== Your task ==
Look through the entries below and show every line containing the word "bottom".

[Collected data entries]
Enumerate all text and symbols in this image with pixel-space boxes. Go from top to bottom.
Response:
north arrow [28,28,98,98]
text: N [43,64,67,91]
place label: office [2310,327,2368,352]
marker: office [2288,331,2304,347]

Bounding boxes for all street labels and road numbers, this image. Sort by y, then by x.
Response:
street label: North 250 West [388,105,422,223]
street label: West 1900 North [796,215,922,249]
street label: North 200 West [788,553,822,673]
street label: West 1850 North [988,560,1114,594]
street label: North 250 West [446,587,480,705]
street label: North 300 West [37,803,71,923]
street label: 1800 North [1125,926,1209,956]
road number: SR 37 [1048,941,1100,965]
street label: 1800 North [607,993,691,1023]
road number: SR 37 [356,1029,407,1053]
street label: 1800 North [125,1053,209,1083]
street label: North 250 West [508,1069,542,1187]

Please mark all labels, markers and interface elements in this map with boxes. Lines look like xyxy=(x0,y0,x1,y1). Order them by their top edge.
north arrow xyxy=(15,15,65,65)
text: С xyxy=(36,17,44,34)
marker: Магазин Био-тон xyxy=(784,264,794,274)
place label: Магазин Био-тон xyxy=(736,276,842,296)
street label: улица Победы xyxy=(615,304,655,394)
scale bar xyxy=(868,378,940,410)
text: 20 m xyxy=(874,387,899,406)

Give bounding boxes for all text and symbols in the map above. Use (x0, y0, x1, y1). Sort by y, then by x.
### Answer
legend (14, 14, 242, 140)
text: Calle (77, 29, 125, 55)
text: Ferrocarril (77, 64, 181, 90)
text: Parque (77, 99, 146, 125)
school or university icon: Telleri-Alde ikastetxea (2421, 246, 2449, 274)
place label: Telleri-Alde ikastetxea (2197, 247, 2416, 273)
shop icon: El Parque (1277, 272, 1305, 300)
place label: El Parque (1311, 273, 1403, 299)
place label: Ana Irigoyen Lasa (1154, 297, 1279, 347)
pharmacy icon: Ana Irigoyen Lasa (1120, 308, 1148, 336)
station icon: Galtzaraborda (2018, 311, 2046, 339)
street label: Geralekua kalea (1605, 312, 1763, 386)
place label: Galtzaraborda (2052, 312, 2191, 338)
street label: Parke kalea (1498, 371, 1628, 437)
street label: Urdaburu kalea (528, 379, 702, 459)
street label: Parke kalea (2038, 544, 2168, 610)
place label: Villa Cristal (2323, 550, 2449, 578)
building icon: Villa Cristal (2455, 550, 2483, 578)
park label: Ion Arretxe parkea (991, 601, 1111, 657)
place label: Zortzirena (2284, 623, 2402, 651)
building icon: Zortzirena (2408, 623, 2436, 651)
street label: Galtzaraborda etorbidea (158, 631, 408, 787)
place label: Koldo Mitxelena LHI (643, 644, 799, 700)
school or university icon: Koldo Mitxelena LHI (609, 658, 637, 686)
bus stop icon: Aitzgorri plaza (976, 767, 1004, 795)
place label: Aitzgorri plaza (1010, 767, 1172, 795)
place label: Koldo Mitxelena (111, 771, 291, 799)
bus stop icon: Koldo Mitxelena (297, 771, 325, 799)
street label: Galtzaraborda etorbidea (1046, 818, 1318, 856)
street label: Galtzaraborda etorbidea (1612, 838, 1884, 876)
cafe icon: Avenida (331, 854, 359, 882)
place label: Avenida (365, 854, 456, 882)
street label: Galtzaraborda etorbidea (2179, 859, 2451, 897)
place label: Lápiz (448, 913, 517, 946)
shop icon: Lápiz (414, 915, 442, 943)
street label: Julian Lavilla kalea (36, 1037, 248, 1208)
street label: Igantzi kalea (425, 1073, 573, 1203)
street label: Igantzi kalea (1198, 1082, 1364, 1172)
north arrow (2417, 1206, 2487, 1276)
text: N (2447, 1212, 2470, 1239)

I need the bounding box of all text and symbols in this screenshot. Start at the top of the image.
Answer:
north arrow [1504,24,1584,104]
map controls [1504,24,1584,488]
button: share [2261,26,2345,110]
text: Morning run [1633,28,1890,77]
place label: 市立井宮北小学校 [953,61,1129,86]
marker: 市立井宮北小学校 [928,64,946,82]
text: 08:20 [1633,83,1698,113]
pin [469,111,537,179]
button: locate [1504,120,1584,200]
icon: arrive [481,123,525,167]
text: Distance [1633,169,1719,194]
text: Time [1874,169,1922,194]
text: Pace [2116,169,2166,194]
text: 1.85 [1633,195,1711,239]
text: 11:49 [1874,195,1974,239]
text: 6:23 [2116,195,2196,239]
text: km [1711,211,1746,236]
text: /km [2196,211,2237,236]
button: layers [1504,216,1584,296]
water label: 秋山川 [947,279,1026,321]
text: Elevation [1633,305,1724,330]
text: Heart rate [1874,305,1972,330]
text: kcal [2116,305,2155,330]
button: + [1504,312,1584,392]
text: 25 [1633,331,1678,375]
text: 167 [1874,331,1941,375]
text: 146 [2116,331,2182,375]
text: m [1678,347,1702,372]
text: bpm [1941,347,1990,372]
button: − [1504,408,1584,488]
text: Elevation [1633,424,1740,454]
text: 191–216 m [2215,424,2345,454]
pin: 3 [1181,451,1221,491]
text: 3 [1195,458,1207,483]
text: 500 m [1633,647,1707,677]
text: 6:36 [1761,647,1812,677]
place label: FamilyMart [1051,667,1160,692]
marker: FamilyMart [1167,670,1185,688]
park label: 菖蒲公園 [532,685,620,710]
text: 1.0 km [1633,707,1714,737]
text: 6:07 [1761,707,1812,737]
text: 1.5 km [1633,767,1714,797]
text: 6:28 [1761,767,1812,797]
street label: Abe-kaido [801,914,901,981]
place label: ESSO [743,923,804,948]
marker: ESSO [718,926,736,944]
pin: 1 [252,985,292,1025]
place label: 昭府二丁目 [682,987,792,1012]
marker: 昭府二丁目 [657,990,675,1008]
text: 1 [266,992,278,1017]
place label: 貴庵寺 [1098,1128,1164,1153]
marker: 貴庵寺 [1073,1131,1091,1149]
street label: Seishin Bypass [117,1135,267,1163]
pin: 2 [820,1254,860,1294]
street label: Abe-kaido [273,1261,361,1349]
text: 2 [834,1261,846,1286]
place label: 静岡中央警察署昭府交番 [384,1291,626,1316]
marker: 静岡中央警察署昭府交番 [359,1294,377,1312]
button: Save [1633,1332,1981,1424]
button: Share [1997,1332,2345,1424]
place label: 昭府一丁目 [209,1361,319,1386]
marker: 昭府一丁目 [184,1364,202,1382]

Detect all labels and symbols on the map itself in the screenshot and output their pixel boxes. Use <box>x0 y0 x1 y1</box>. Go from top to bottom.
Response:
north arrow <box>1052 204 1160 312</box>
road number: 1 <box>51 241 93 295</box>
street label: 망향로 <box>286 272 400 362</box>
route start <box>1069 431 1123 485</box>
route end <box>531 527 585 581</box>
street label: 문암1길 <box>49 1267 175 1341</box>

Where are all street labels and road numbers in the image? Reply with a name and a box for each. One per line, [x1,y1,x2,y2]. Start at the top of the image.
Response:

== Completed exercise ==
Enumerate all text and symbols in this image with pixel-space boxes. Go from top to bottom.
Detect all labels and symbols on the map itself in the screenshot and output their pixel boxes. Use <box>x0 y0 x1 y1</box>. Go from top to bottom.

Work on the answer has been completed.